At The other grand room at Kenwood is the library situated in the wing at the eastern end. Here we see photos of it before the restoration top, and after the restoration below. All the critics raved to say how much better it is, but I was perverse and prefered the earlier version as I thought the new version was rather drab. However when I placed the two photos side by side, I note that both I and the critics were wrong – the walls are exactly the same colour as before; the magnificent ceiling is unchanged, though with lighting installed, and perhaps some of the gold leaf removed. The main change is that the magnificent carpet has been removed and replaced by a wooden floor. I must say I prefer the carpet which I think gives the room a much brighter appearance.
However the other major change is that whereas before you could only walk down the middle and the sides were all roped off, you can now wander free throughout the whole room, which again is a great improvement. It is an object lesson in the tricks that memory can play.
The main impression is it is now very much more a heavyweight Picture Gallery. Previously there was an effort made to give the feeling of a country house, but now there are more pictures – all the old familiar ones, and more besides. Of particularly interest – and none of the reviews seem to have picked this up – is upstairs there is an entirely new collection. This is known as the Suffolk Collection and it is a fine collection of mainly Jacobean portraits – mostly royal.
However they include one of John Hampden, who famously refused to pay the ship money. This had previously been in the collection at the Rangers House at Greenwich, but it has now been moved to Kenwood and put on the first floor.
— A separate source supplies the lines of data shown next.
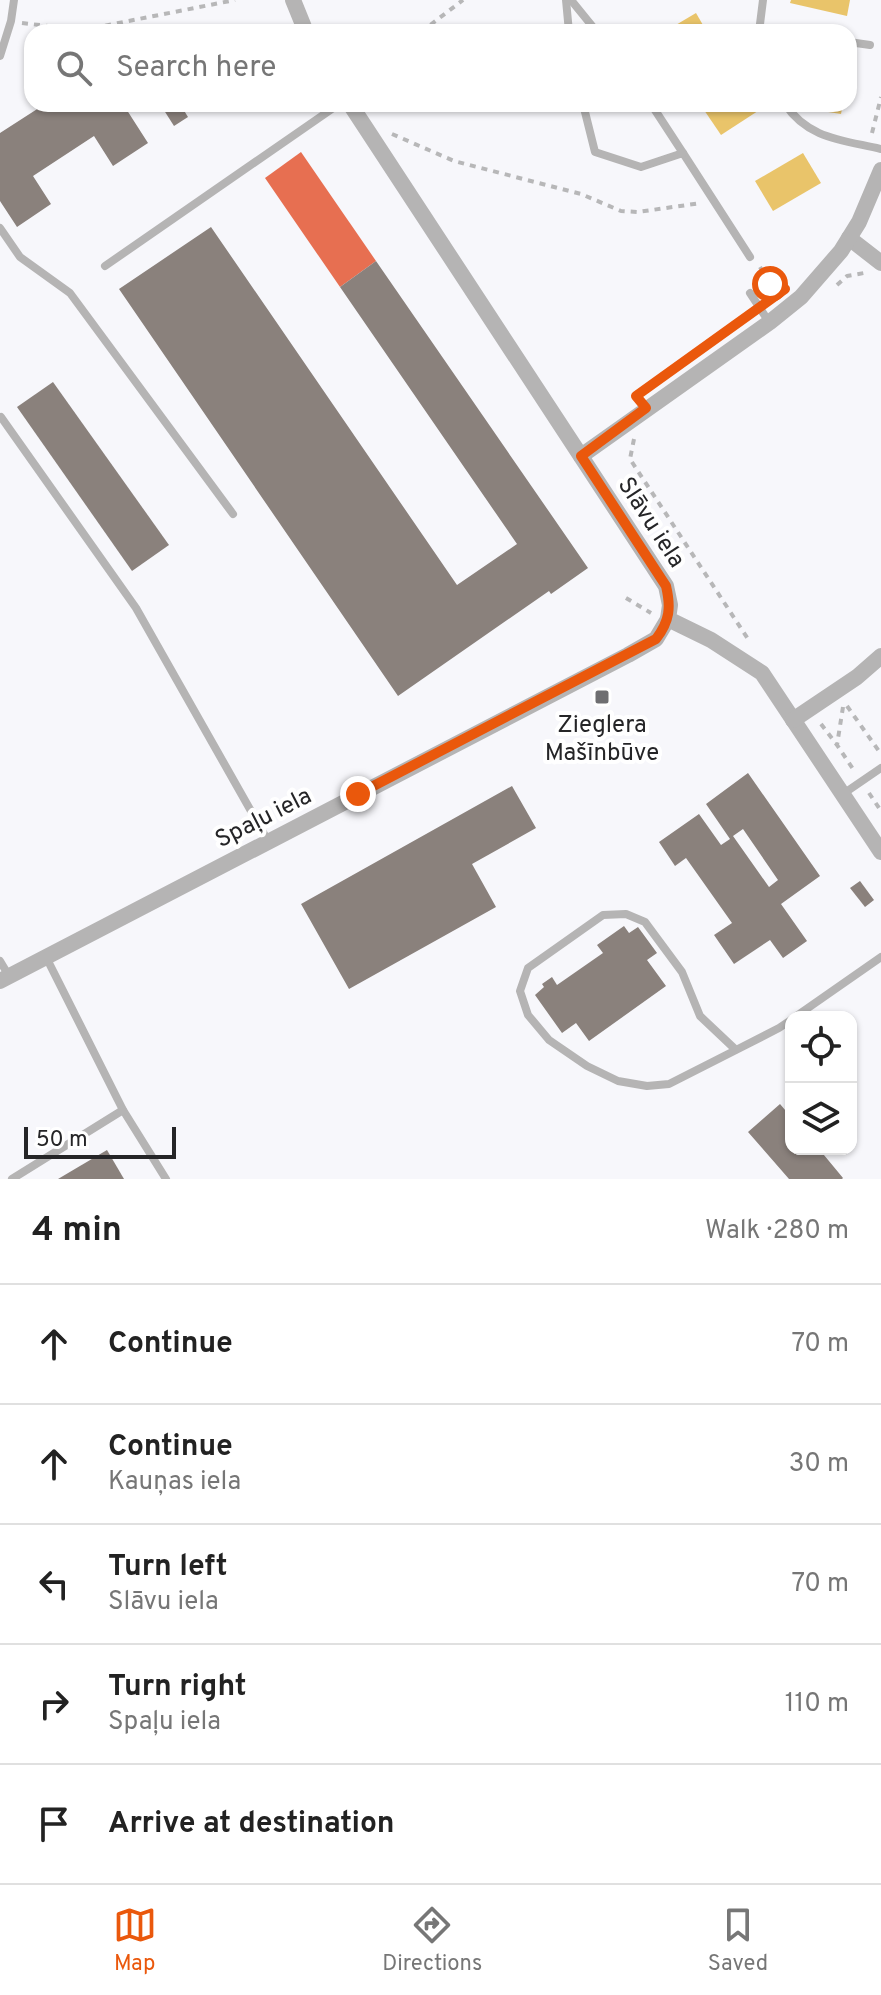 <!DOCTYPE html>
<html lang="en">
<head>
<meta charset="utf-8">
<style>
	:root { --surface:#fff; --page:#f2f2f2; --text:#222; --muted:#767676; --line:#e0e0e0; --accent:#ea580c }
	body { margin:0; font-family:Overpass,sans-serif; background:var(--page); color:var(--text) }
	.controls { position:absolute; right:24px; bottom:24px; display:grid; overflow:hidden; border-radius:16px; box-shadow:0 2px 6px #0004 }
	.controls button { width:72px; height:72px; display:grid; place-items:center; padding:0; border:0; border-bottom:2px solid var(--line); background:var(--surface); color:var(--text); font:40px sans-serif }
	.scale { position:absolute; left:24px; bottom:20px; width:152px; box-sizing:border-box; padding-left:8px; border:4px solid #252527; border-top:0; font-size:22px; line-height:28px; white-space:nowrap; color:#252527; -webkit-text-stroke:6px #fff; paint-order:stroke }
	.stop { position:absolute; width:24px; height:24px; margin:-18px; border:6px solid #ea580c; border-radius:50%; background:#fff }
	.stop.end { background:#ea580c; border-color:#fff; box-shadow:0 2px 8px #0008 }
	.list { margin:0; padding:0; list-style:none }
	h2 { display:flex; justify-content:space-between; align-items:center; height:104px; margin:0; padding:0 32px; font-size:34px }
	h2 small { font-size:26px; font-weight:400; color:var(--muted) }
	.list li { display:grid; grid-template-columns:52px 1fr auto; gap:24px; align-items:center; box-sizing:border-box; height:120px; padding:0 32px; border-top:2px solid var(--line) }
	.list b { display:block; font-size:30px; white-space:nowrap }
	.list p { margin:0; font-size:26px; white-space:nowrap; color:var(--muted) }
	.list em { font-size:26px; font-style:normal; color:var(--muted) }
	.icon { flex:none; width:44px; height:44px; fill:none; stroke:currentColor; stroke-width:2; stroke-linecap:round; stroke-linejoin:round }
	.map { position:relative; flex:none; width:881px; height:1179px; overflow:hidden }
	.search { position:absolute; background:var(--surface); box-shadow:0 2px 6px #0004; left:24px; right:24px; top:24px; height:88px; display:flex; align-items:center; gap:20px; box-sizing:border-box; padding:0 28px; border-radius:24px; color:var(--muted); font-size:30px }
	.sheet { height:704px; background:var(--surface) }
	nav { display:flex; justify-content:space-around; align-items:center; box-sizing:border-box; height:112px; border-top:2px solid var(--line); background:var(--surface); font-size:22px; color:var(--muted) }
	nav a { display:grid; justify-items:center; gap:4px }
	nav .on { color:var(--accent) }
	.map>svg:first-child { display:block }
</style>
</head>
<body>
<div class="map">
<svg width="881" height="1179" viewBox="0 0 881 1179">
	<rect width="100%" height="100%" fill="#f7f7fb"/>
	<g fill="#e9c46a">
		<path d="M791 0H850L847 16 790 3Z"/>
		<path d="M696 13 707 32H664Z"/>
		<path d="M707 104H758L761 109 721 135 702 107Z"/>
		<path d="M810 104H843L841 114 809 109Z"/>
		<path d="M803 153 821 183 773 211 755 181Z"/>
	</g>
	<path fill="#e76f51" d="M301 152 376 261 340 287 265 178Z"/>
	<g fill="#8a817c" fill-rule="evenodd">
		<path d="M45 104H123L148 143 113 166 94 136 33 176 51 204 17 227 0 201V133Z"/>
		<path d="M160 104H180L188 117 174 126Z"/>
		<path d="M211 227 457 585 517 544 340 287 376 261 588 568 551 594 549 591 398 696 119 289Z"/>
		<path d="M53 382 169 545 132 571 17 407Z"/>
		<path d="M748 773 820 876 781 904 807 941 783 958 770 940 734 964 714 935 732 923 686 858 675 866 659 842 699 814 721 845 730 839 706 804ZM743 829 778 880 769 887 733 836Z"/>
		<path d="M512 786 536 828 472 864 496 907 349 989 301 904Z"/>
		<path d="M860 881 874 900 865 907 850 888Z"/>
		<path d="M624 926 629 933 638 927 657 953 647 960 666 986 589 1041 576 1023 562 1033 535 995 544 987 542 984 552 977 557 985 603 953 597 945Z"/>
		<path d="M780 1104 791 1117V1149H819L843 1178 842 1179H789L748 1132Z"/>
		<path d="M107 1150 124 1179H58Z"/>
	</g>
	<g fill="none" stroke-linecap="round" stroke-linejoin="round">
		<g stroke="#b7b7b8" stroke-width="4" stroke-dasharray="6 6" stroke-linecap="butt">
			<path d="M22 23 83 30 235 0"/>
			<path d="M107 27 140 32"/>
			<path d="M421 32 463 0"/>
			<path d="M872 133 881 97"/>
			<path d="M392 134 454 161 581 194 621 211 638 212 701 203"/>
			<path d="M760 267 770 284 784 289"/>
			<path d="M837 285 847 276 864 273"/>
			<path d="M634 439 630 459 750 642"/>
			<path d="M626 598 651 613"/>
			<path d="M847 706 881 754"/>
			<path d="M843 707 837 745 855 772"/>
			<path d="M821 724 837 745"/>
			<path d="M869 793 881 811"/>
		</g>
		<g stroke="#b5b4b4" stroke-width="8">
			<path d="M566 0 569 32"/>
			<path d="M571 0 597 32"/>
			<path d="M759 32 763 0"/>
			<path d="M849 42 870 45"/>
			<path d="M0 56 11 21 14 0"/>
			<path d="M583 104 595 152 641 167 683 153 750 257"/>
			<path d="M651 104 683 153"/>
			<path d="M785 104C808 139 843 140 881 149"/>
			<path d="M0 228 20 257 70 293 233 514"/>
			<path d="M105 266 339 104"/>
			<path d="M750 293 769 322"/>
			<path d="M1 417 136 608 268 841"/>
			<path d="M843 794 881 768"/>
			<path d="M46 957 123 1110 166 1179"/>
			<path d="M0 961 9 976"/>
			<path d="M795 1017 881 957"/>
			<path d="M736 1050 700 1016 682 972 645 922 626 914 603 915 528 968 520 991 528 1015 549 1040 587 1066 618 1081 647 1086 669 1084 736 1050 779 1028 791 1020"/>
			<path d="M12 1179 123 1110"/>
		</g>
		<g stroke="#b5b4b4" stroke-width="16">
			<path d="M293 0 306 32"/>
			<path d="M350 104 666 586 670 605 668 619 711 640 762 673 881 852"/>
			<path d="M849 238 881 263"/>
			<path d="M581 456 770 322 801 297 841 251 859 222 881 170"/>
			<path d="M793 720 857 677 881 656"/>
			<path d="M0 981 628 655 656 639 668 619"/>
		</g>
	</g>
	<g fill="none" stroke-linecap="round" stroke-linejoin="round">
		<path stroke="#ea580c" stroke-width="10" d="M358 794 656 639C670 621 671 607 666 586L581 456 646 408 636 396 785 289 770 284"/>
	</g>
	<rect fill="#6e6e71" stroke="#fff" stroke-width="3" x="594" y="689" width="16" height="16" rx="4"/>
	<g text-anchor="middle" stroke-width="8" stroke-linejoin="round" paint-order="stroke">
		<g font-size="24" fill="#252527" stroke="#fff">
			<text transform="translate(652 522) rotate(57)" y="8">Slāvu iela</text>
			<text transform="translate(263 817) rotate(-27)" y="8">Spaļu iela</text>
		</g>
		<g font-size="24" fill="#252527" stroke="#fff">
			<text x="602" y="732">Zieglera<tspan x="602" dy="28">Mašīnbūve</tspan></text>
		</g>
	</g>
</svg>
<div class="controls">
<button><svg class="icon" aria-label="locate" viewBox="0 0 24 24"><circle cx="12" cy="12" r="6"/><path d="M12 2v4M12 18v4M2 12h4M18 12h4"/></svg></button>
<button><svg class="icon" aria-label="layers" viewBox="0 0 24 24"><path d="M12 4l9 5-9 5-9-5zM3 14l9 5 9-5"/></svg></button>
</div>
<div class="scale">50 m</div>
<div class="stop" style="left:770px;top:284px"></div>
<div class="stop end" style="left:358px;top:794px"></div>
<div class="search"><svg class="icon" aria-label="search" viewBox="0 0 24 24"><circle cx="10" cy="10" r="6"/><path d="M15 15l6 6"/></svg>Search here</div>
</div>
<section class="sheet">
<h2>4 min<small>Walk · 280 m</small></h2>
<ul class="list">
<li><svg class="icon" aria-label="ahead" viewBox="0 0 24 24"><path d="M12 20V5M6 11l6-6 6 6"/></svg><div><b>Continue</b></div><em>70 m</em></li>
<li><svg class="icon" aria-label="ahead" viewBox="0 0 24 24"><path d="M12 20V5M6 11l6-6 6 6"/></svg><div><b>Continue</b><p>Kauņas iela</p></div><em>30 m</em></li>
<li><svg class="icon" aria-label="left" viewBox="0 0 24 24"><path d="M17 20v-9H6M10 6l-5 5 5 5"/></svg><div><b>Turn left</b><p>Slāvu iela</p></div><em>70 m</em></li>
<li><svg class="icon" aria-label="right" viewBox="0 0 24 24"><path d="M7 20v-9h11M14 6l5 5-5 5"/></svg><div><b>Turn right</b><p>Spaļu iela</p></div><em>110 m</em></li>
<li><svg class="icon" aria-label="arrive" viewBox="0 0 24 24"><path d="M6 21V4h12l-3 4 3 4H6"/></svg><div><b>Arrive at destination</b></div></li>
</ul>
</section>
<nav>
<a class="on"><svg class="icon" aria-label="map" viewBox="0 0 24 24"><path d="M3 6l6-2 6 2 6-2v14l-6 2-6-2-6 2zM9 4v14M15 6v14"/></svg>Map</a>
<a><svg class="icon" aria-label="directions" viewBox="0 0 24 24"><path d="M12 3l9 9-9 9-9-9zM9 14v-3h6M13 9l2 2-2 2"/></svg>Directions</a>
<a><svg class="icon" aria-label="saved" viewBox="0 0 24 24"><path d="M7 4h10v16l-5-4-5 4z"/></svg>Saved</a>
</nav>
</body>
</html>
I much preferred the display, as the rooms were painted in dark colours which made the paintings stand out more effectively.
So how would I mark the new display? I think basically, beta plus, perhaps even beta ++: in other words, modified rapture. The entrance hall is a triumph in that instead of having a desk with people sitting behind it, they have a table to one side and a fire burning in the grate, which makes it far more intimate. When Lord Iveagh left his collection to the nation, he stipulated that it should be free: English Heritage always grind their teeth over this, having been lumbered with this dreadful white elephant which they can’t charge for; but it means that they do not need to have the paraphernalia of ticket booths – you can just walk straight in.
The house a whole with its magnificent portraits, its Turner, its self-portrait by Rembrandt painted when he had just lost his wife and had just been declared bankrupt, but was still proud to proclaim himself as a painter, and its Vermeer – one of only thirty six in existence – all make Kenwood into a superb picture gallery; and do not forget to go upstairs.
There is of course a shop, where they had on display the latest English Heritage on Slavery and the British Country House. They do not appear to be aware that it was Lord Mansfield who built Kenwood was the Lord Chief Justice who famously declared that slavery had never existed in Britain: the abolition of slavery is something which we should be proud of, and it is a pity that English Heritage should publish a book which gives the reverse impression.